When Apple’s executive team took the stage at WWDC to tout its latest software developments, it also took aim at many existing features. Here are five things that Apple tried to kill during its annual developer’s conference.
In late 2020, Apple will be introducing its first Mac running on Apple Silicon. This will be a massive change designed to help Macs be more powerful while using less power. At the same time, due to the different processor architecture, not everything will be possible.
The biggest of those is Boot Camp, which allows users to run Windows natively on Intel Mac hardware. Apple has said that its new ARM-based Macs will be unable to Boot Camp and have not announced a replacement at this time.
More troubling for those who need to run Windows is that virtualization software such as Parallels are unable to run x86_64 programs on Rosetta 2.
When Apple Watch launched, it featured a unique user interaction known as Force Touch. These taps differed from a standard tap being more forceful with the display being able to recognize the difference between a standard tap and a deep Force Touch.
For a couple years, Apple has been moving away from depth-based interface methods. It killed off the similar 3D Touch on the latest iPhone 11 of phones, replicating the feature via software with a feature known as Haptic Touch. Haptic Touch is instead recognizing long touches as the new interaction.
Even though existing Apple Watches have the necessary hardware for Force Touch, watchOS 7 strips this feature away. It replaces it with redesigned apps that put these additional features behind menus and long touches. For example, to change your watch face, you now long-hold on the watch face to enter the editing menu.
And if you want to change your display of apps from a grid to a list, instead of Force touching the screen you have to go into Settings and make the change there. In some ways this does slow down how you interact with Apple Watch, but it has been rumored the Apple Watch Series 6 will drop the pressure-sensitive display to make the device thinner and this software update will make interacting with the watch consistent across generations.
Surplus Home screens
Our phones, after years of downloading apps, have become burdened with countless Home screens. We try to keep them organized but it seems like they always get away from us at some point.
Apple has solved this issue with iOS 14, by allowing users to hide their additional Home screens and introducing the new App Library. App Library is a home to all of you apps that are searchable, viewable by category, and viewable alphabetically. It is using machine learning to also predict which apps you’ll need, displaying them more prominently than others.
We’ve already become huge fans of the App Library, dropping down to only three Home screens and hiding seven others. It is much faster than digging through multiple screens and smarter than Android’s app drawer.
Trackers and snooping
Tracking Report is coming to iPhones, iPads, and Macs with this latest update. Apple worked to prevent cross-site tracking with its last major updates but Privacy Report brings more visibility to that.
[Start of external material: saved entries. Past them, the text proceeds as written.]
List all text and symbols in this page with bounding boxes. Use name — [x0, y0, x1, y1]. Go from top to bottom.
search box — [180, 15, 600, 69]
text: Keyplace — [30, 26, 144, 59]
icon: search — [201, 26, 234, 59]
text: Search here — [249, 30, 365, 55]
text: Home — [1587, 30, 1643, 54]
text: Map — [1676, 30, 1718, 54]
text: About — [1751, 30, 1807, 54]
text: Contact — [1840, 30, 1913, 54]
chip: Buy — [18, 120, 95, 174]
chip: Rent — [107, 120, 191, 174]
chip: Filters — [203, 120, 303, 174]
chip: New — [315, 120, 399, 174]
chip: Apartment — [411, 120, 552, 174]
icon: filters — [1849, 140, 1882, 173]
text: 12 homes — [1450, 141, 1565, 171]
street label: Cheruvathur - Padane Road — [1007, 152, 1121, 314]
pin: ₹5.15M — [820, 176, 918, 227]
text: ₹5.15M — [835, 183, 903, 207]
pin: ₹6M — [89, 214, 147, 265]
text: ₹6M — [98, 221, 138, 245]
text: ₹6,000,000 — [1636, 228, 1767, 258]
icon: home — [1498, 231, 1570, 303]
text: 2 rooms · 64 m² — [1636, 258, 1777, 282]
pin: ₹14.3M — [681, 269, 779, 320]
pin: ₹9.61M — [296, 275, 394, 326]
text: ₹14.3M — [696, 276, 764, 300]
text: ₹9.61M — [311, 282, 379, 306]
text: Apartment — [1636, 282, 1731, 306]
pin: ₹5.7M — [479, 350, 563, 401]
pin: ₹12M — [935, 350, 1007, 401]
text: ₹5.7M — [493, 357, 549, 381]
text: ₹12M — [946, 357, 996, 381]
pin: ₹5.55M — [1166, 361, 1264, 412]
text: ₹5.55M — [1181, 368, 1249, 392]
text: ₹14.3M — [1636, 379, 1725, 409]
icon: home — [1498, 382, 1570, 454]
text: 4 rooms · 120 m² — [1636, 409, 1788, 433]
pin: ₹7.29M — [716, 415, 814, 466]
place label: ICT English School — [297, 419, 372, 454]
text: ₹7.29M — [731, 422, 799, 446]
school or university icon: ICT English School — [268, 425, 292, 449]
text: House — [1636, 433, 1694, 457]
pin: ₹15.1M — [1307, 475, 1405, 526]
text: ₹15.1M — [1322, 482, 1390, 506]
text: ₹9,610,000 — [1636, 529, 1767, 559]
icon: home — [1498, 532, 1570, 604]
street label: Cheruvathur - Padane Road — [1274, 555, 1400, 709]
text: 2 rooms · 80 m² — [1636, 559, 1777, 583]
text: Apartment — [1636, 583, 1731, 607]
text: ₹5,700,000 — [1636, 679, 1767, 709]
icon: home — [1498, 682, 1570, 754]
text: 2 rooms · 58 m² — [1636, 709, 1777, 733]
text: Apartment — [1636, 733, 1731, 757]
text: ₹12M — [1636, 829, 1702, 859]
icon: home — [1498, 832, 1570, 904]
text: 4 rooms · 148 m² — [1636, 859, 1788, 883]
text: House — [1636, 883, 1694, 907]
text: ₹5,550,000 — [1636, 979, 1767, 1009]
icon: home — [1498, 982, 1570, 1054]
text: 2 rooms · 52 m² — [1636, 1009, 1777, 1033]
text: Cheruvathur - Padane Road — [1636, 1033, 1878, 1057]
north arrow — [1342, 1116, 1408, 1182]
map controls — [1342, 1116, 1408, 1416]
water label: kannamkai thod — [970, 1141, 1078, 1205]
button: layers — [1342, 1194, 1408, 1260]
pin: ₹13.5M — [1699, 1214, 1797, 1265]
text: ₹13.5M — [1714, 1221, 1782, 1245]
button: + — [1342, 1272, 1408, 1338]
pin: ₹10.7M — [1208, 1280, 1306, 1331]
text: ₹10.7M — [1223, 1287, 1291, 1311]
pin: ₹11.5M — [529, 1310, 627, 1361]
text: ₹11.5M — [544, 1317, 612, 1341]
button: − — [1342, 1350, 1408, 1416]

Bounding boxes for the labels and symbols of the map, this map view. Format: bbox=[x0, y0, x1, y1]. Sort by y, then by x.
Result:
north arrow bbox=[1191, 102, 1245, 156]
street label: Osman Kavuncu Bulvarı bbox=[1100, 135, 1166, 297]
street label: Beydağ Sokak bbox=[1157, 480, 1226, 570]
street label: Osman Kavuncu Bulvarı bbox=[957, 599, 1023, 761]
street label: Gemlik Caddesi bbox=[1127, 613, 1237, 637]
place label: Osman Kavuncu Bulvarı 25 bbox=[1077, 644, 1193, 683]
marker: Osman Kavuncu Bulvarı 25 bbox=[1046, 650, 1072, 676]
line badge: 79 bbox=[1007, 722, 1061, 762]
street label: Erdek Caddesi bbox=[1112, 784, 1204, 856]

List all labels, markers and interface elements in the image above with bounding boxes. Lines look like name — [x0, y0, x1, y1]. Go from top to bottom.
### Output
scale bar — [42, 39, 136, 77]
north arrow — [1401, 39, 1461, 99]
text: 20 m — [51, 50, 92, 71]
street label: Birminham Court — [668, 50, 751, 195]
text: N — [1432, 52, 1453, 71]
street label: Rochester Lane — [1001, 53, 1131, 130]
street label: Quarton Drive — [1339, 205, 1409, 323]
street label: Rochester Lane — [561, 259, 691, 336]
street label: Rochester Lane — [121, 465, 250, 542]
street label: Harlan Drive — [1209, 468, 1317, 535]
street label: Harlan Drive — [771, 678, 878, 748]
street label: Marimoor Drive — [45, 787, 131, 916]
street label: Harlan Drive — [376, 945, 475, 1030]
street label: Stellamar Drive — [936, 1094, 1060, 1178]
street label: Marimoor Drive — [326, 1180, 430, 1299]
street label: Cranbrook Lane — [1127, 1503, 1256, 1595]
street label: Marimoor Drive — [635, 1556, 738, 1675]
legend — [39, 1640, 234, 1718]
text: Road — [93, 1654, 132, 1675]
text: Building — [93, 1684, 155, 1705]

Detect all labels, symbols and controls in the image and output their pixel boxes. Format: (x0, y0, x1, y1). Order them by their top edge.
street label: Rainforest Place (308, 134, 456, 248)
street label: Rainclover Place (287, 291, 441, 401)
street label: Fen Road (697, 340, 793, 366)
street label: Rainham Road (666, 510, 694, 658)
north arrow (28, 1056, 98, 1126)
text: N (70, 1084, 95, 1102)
You can view this for any website you visit and it will let you know what trackers were found and stopped. In a big move, this even includes Google Analytics.
Just open it in Safari and it will give you the breakdown for each site, as well as a list of how many trackers were blocked in the last 30 days, what the most blocked tracker was, what sites tracked you the most, and how all sites performed.
There is also a new clipboard monitor for iOS and iPadOS. Now, whenever an app reads the clipboard a notification pops up on your display. Users are seeing many apps have been automatically snooping on their clipboard content in the background without then realizing. Popular apps like TikTok have been doing so, though they’ve pledged to stop.
Many users rely on Google Translate, or other translation apps for their personal lives or work. This year, as part of a volley against Google, Apple has introduced its own translation app, allowing users to have conversations in real-time with the new Translate app.
You can add text or have a real conversation with someone in the app face-to-face with the app translating for you as you go.
On iPhone, iPad, and Mac there is also built-in translation for websites. Anytime you are online and faced with an article in Italian or some other language foreign to you, you are able to instantly translate it without the need for any third-party apps.